Dissidia Final Fantasy Opera Omnia is a free-to-play role-playing video game set in the Dissidia universe of fighting games. Opera Omnia was published by Final Fantasy franchise owner Square Enix, and was co-developed by Square Enix and Koei Tecmo, who also developed Dissidia Final Fantasy NT, for iOS and Android. Opera Omnia launched on February 1, 2017 in Japan, and was released worldwide on January 30, 2018.

Opera Omnia was met with a mixed critical reception; critics praised its gameplay, but were unhappy with its lack of content.

As of June 8, 2022, Dissidia Final Fantasy Opera Omnia has surpassed 10 million downloads.

Gameplay
Battles in the game are turn-based, with all characters being free. Characters can be enhanced with currency known as crystals, and there are daily login bonuses in the form of gems and summon tickets.

Playable characters
Dissidia Final Fantasy Opera Omnia initially features a total of 25 playable characters upon launch, consisting of both new and returning heroes in the Dissidia Final Fantasy series. More characters were added upon constant patch updates. 

Each character is assigned to one of eleven weapon classes, and is also assigned to one of six crystal colors.

As of March 17, 2023, total numbers of playable characters are 172 and 165 in Japanese server and Global server, respectively.

Note: * = Characters present in JP server only as of now.

Reception 

According to review aggregator Metacritic, Opera Omnia received "mixed to average" reviews. 

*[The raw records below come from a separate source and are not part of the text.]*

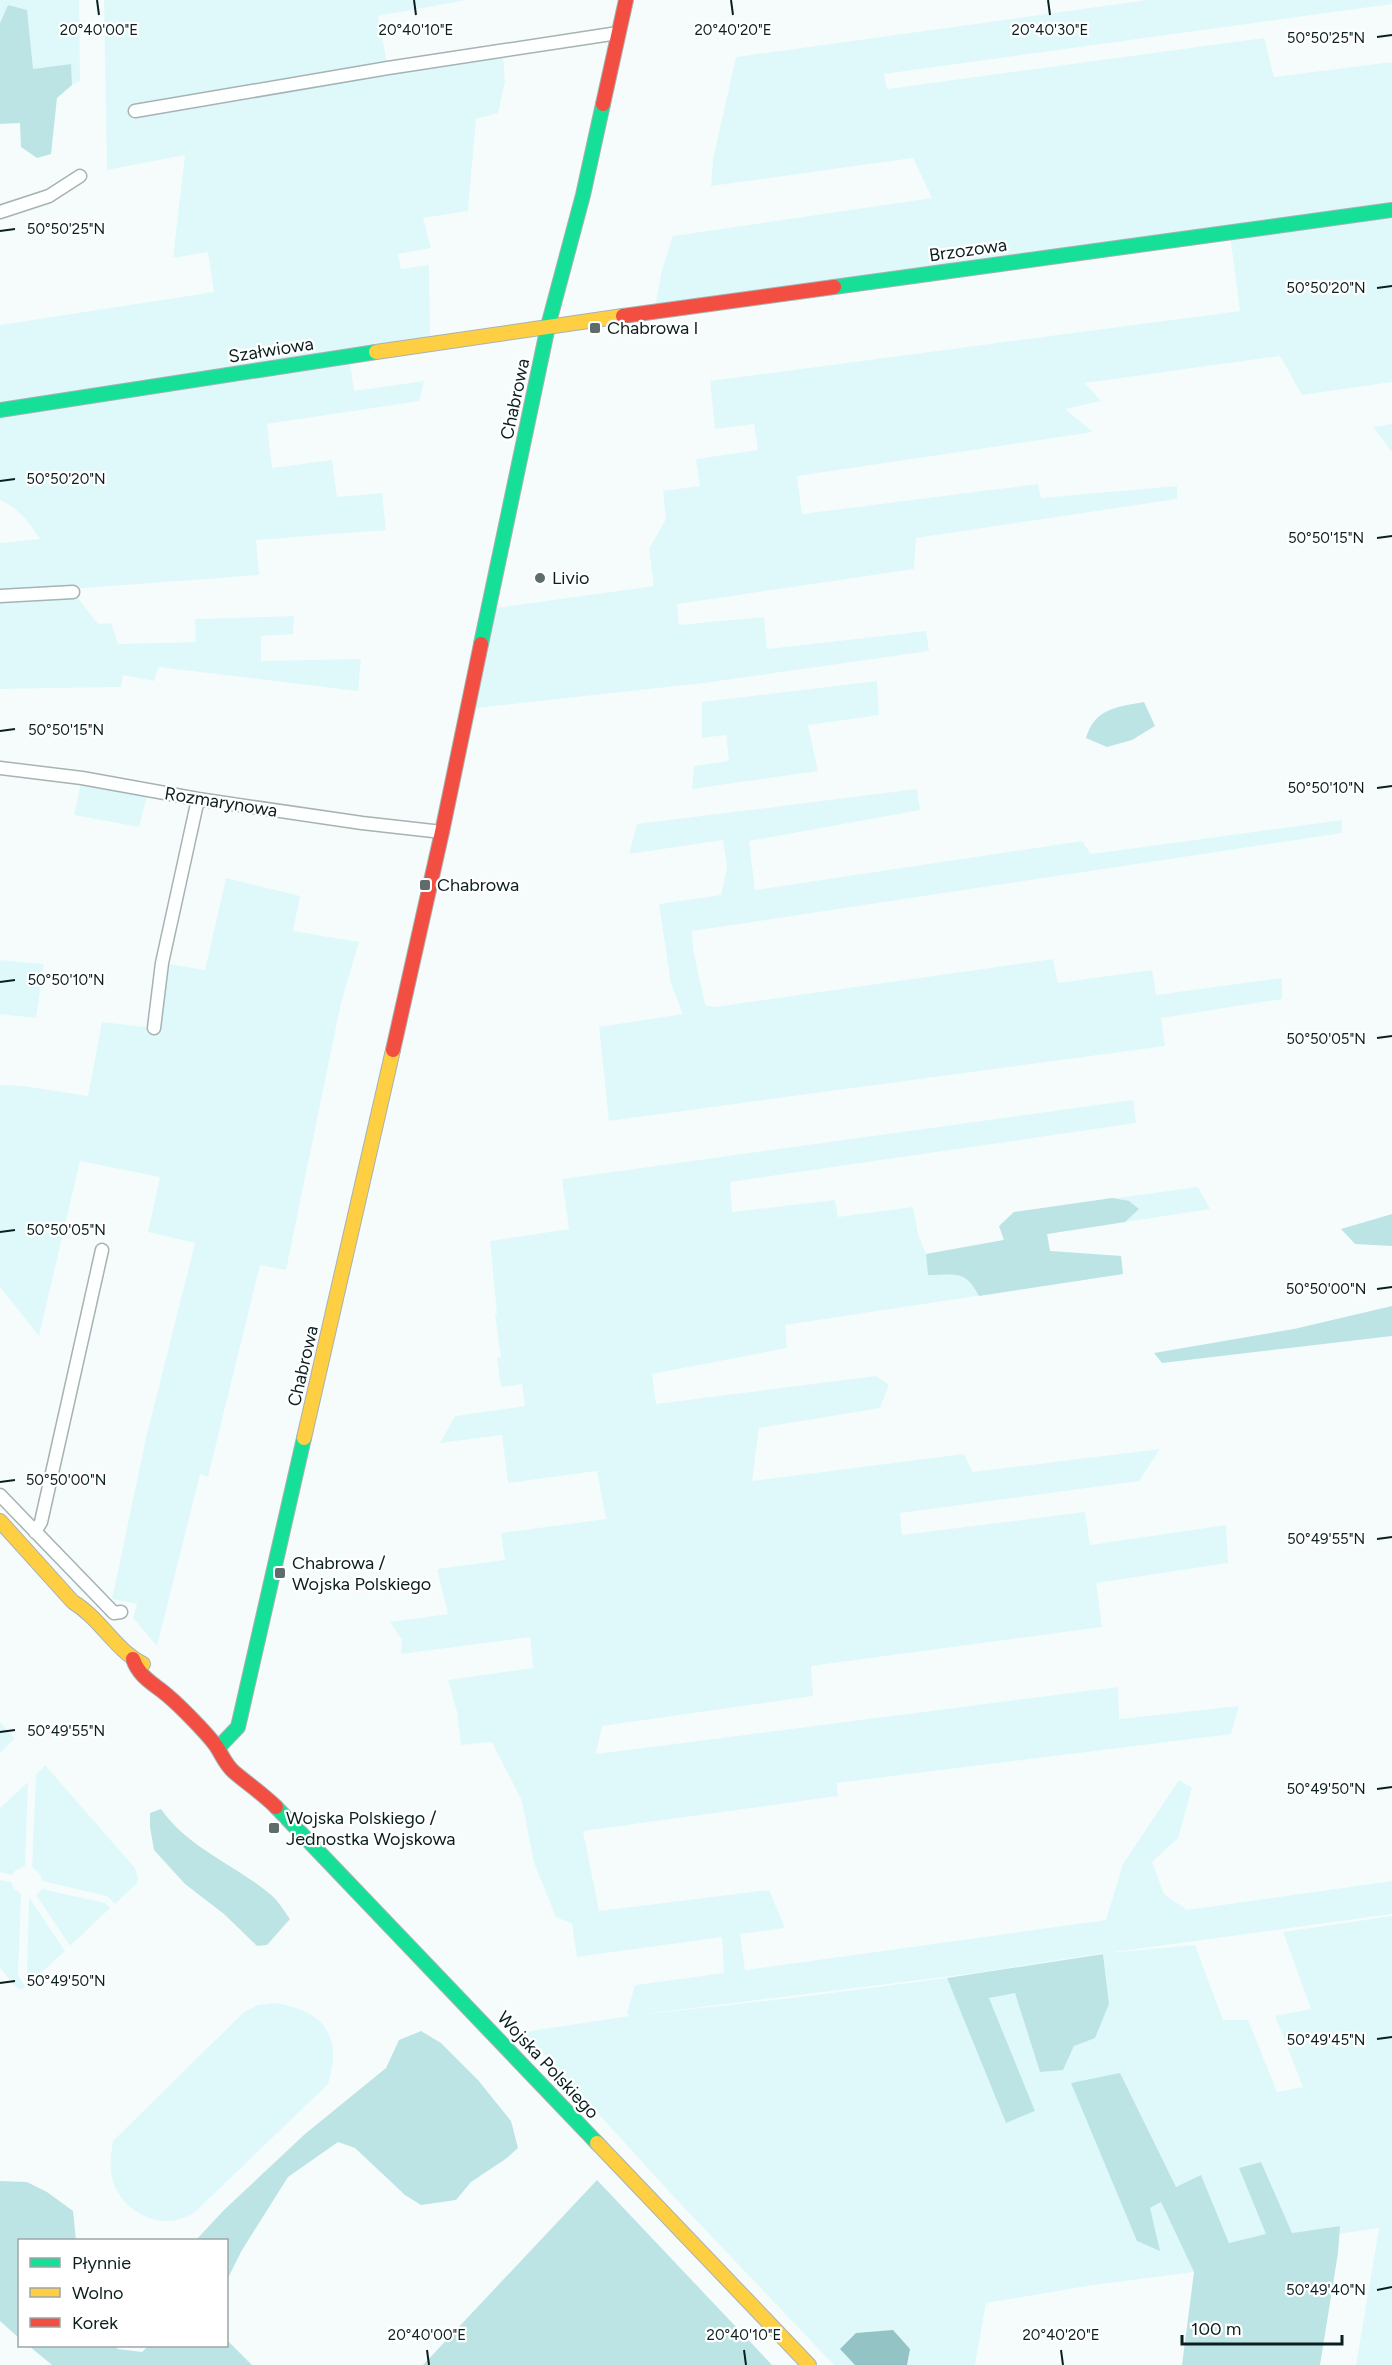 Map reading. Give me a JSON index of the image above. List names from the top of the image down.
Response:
{
  "streets": {
    "street": [
      "Brzozowa",
      "Szałwiowa",
      "Chabrowa",
      "Rozmarynowa",
      "Wojska Polskiego"
    ]
  },
  "crossings": [
    ["Brzozowa", "Szałwiowa"],
    ["Brzozowa", "Chabrowa"],
    ["Szałwiowa", "Chabrowa"],
    ["Chabrowa", "Rozmarynowa"],
    ["Chabrowa", "Wojska Polskiego"]
  ],
  "places": {
    "transit": [
      "Chabrowa I",
      "Chabrowa",
      "Chabrowa / Wojska Polskiego",
      "Wojska Polskiego / Jednostka Wojskowa"
    ],
    "other": ["Livio"]
  },
  "legend": ["Płynnie", "Wolno", "Korek"],
  "scale_bar": "100 m",
  "coordinates": [
    "20°40'00\"E",
    "20°40'10\"E",
    "20°40'20\"E",
    "20°40'30\"E",
    "50°50'25\"N",
    "50°50'20\"N",
    "50°50'15\"N",
    "50°50'10\"N",
    "50°50'05\"N",
    "50°50'00\"N",
    "50°49'55\"N",
    "50°49'50\"N",
    "50°49'45\"N",
    "50°49'40\"N"
  ]
} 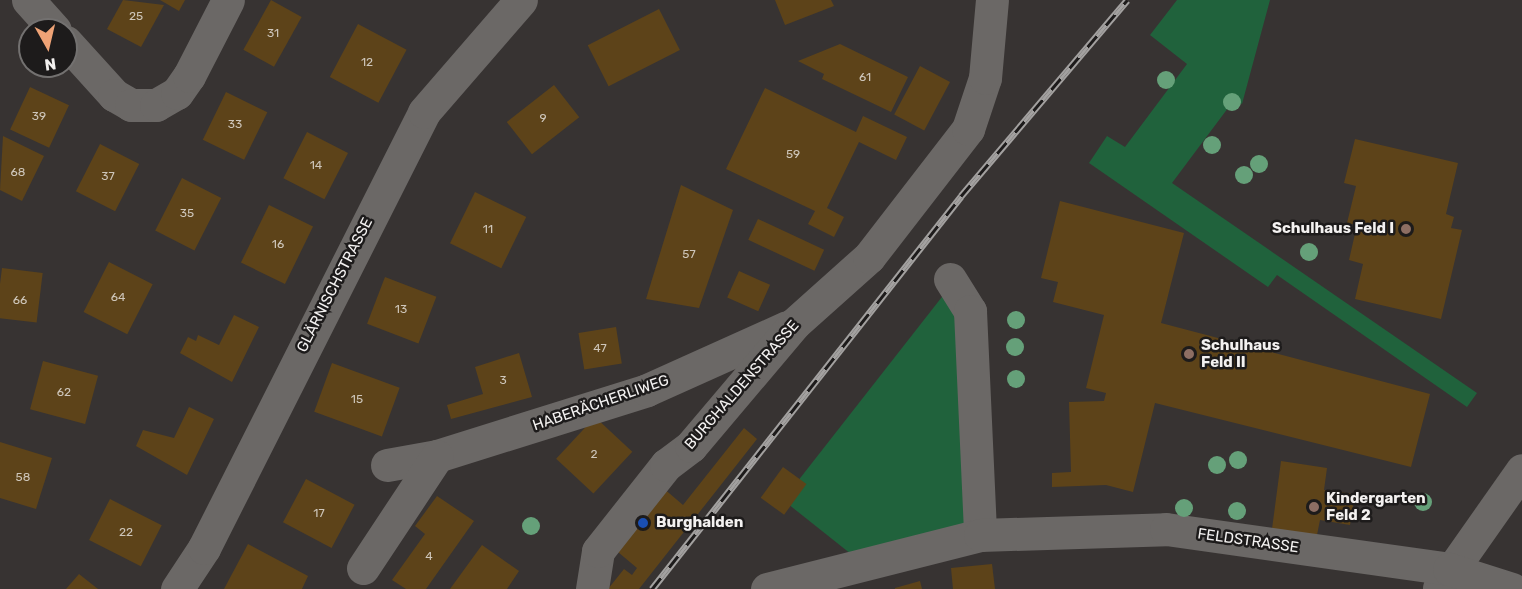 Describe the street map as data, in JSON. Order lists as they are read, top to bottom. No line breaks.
{"streets":{"street":["GLÄRNISCHSTRASSE","BURGHALDENSTRASSE","HABERÄCHERLIWEG","FELDSTRASSE"]},"crossings":[["BURGHALDENSTRASSE","HABERÄCHERLIWEG"]],"places":["Schulhaus Feld I","Schulhaus Feld II","Kindergarten Feld 2","Burghalden"],"house_numbers":["25","31","12","61","39","9","33","59","14","68","37","35","11","16","57","64","66","13","47","3","62","15","2","58","17","22","4"],"north":"bottom"}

Nick Tylwalk of TouchArcade praised the game for not being a "gacha grab" and "generous" with its currency, lauding it as a good example of appropriate fan service.

Christian Colli of Multiplayer.it rated it 8/10 points, praising the combat system as fun and original, but criticizing the game's repetitiveness and lack of an Italian localization.

Harry Slater of Pocket Gamer called Opera Omnia "fairly standard" and said it would be more appealing to dedicated fans of the series.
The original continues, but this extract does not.